How's this for a judicial cold shower and pot of coffee:
"Indigent defense in New Orleans is unbelievable, unconstitutional, totally lacking the basic professional standards of legal representation, and a mockery of what a criminal justice system should be in a Western civilized nation." In short, it's a "legal hell."
Save your hate mail for someone else. Those aren't my words; those are the words of none other than Arthur Hunter, a sitting criminal district court judge. Judge Hunter has vowed to release indigent pretrial detainees rather than require them to wait in jail while the cash-strapped, under-staffed public defenders try to represent them. Sounds like Judge Hunter has thrown down the gauntlet. I confess, I think his comments are overstated. But now that he's got everyone's attention, what to make of it?
The D.A.'s office has suggested that the shortage of public defenders should be remedied by judges appointing private lawyers to take on overflow cases. I like that idea in principle, though I'm not sure it's a viable solution for at least two reasons. First, the license to practice law is not designed for indentured servitude. While I firmly believe all lawyers absolutely should take on pro bono cases, forcing lawyers to take on cases for which they're either inexperienced or uninterested will result in poor representation. Defense lawyers must be zealous advocates, not courtroom ornaments. And if we are going to pay private lawyers to take on criminal cases (like federal cases under the Criminal Justice Act), then we need to find a pot of money. Back to square one.

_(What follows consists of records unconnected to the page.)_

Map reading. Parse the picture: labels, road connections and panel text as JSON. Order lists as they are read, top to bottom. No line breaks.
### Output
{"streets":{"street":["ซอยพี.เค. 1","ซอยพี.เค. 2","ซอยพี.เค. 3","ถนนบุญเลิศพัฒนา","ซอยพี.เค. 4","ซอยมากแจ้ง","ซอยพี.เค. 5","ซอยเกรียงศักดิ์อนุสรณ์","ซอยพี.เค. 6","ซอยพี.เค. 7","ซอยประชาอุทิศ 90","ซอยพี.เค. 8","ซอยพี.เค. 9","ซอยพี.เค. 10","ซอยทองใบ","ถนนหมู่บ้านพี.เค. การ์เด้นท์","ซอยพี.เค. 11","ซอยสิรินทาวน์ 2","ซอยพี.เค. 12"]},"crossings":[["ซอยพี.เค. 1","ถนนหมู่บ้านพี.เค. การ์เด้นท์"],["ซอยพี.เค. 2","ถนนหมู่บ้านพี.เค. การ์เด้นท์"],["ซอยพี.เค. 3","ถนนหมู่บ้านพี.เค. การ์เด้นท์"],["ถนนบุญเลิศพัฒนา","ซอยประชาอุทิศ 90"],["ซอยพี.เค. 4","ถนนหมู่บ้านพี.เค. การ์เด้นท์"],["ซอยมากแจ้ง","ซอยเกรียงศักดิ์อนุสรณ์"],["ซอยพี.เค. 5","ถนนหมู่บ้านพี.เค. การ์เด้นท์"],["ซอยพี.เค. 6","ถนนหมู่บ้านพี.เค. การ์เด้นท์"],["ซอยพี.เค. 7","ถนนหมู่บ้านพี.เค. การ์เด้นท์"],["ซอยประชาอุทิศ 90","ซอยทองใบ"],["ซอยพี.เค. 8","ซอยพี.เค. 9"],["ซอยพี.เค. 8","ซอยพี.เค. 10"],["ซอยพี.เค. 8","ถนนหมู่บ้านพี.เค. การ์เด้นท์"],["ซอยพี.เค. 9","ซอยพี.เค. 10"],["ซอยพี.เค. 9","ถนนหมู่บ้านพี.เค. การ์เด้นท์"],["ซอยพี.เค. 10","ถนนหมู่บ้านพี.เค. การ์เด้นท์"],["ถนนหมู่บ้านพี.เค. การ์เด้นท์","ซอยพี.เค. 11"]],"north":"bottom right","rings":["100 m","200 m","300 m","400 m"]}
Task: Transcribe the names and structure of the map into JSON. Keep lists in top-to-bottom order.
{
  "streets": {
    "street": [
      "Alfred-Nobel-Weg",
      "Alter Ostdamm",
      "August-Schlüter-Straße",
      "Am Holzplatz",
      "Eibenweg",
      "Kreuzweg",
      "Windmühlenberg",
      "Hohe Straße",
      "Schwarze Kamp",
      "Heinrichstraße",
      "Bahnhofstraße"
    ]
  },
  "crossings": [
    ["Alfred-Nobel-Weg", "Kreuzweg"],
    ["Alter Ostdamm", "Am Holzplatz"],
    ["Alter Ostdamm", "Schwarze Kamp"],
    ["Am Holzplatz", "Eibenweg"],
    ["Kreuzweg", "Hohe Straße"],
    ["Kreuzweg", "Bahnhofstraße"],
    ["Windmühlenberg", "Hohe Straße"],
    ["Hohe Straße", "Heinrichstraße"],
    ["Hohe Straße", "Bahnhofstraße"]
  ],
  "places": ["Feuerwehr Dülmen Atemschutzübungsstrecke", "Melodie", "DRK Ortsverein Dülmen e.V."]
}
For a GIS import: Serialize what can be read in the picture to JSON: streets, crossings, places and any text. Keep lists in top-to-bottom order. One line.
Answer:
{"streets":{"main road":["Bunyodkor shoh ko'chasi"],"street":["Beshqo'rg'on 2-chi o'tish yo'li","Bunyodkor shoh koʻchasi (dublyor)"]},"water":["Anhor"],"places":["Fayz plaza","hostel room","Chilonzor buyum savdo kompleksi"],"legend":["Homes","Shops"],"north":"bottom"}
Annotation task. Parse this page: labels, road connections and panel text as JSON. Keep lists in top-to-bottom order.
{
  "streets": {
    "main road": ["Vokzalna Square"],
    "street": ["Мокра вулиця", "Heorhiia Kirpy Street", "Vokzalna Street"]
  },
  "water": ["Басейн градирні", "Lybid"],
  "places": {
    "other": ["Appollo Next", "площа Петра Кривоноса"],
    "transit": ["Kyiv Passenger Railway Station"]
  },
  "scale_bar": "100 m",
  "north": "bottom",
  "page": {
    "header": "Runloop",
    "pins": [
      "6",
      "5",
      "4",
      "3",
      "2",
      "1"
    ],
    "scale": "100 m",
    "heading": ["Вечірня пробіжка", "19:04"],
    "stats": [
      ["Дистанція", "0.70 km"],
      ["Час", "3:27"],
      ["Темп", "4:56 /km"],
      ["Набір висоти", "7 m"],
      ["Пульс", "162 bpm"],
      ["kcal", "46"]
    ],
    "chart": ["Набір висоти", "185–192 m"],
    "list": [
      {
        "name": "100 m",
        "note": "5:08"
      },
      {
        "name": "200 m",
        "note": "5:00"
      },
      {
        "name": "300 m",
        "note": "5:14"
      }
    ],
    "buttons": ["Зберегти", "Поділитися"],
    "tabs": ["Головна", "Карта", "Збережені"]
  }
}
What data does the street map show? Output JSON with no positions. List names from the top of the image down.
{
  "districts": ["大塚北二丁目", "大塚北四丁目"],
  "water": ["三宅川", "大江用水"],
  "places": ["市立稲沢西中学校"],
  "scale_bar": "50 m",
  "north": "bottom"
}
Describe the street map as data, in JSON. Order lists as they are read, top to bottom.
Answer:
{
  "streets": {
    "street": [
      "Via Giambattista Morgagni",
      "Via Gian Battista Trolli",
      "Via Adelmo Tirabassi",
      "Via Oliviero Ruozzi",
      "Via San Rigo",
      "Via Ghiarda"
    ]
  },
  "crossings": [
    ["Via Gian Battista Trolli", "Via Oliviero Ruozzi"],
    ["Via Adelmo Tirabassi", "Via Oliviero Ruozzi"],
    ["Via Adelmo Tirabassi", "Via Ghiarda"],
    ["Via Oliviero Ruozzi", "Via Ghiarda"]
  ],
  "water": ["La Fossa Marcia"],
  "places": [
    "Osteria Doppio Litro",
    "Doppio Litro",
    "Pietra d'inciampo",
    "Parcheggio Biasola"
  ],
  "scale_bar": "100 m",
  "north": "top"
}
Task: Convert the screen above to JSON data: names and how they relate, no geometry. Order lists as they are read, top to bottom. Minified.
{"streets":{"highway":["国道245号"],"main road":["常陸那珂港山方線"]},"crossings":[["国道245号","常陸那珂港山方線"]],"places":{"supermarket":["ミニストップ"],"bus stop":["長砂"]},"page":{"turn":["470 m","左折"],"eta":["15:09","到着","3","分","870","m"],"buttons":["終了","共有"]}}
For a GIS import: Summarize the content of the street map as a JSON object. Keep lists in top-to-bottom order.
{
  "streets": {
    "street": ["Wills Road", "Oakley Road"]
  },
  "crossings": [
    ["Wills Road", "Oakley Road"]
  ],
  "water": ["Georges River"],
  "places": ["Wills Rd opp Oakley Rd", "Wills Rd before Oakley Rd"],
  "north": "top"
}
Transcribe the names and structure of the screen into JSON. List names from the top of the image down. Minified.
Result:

Second, having a bunch of lawyers taking on occasional cases probably is not administratively feasible. The criminal system is unique and not always easy (or obvious) to navigate. Thus, the already over-burdened public defenders likely will end up spending so much time on the telephone and holding private lawyers' hands that the public defenders might as well handle the cases themselves. Hello again, square one.
So what's the solution? I wish I knew, and so do all the smart, dedicated people who have been working on this problem for a while. One obvious answer is more money. Steve Singer, the trial chief for the Public Defender, has suggested that he needs a budget of $2.1 million to operate effectively. That's about 35% more than the office has now, but still a relatively modest amount. If we are serious about having an effective justice system, the City should search harder to find a few extra dollars. Perhaps instead of wasting money locking up ever petty offender before trial in the first place, we could spend a little more on defending people and getting them integrated back into the community. If not, the City might as well invest in some handbaskets to get through the legal hell.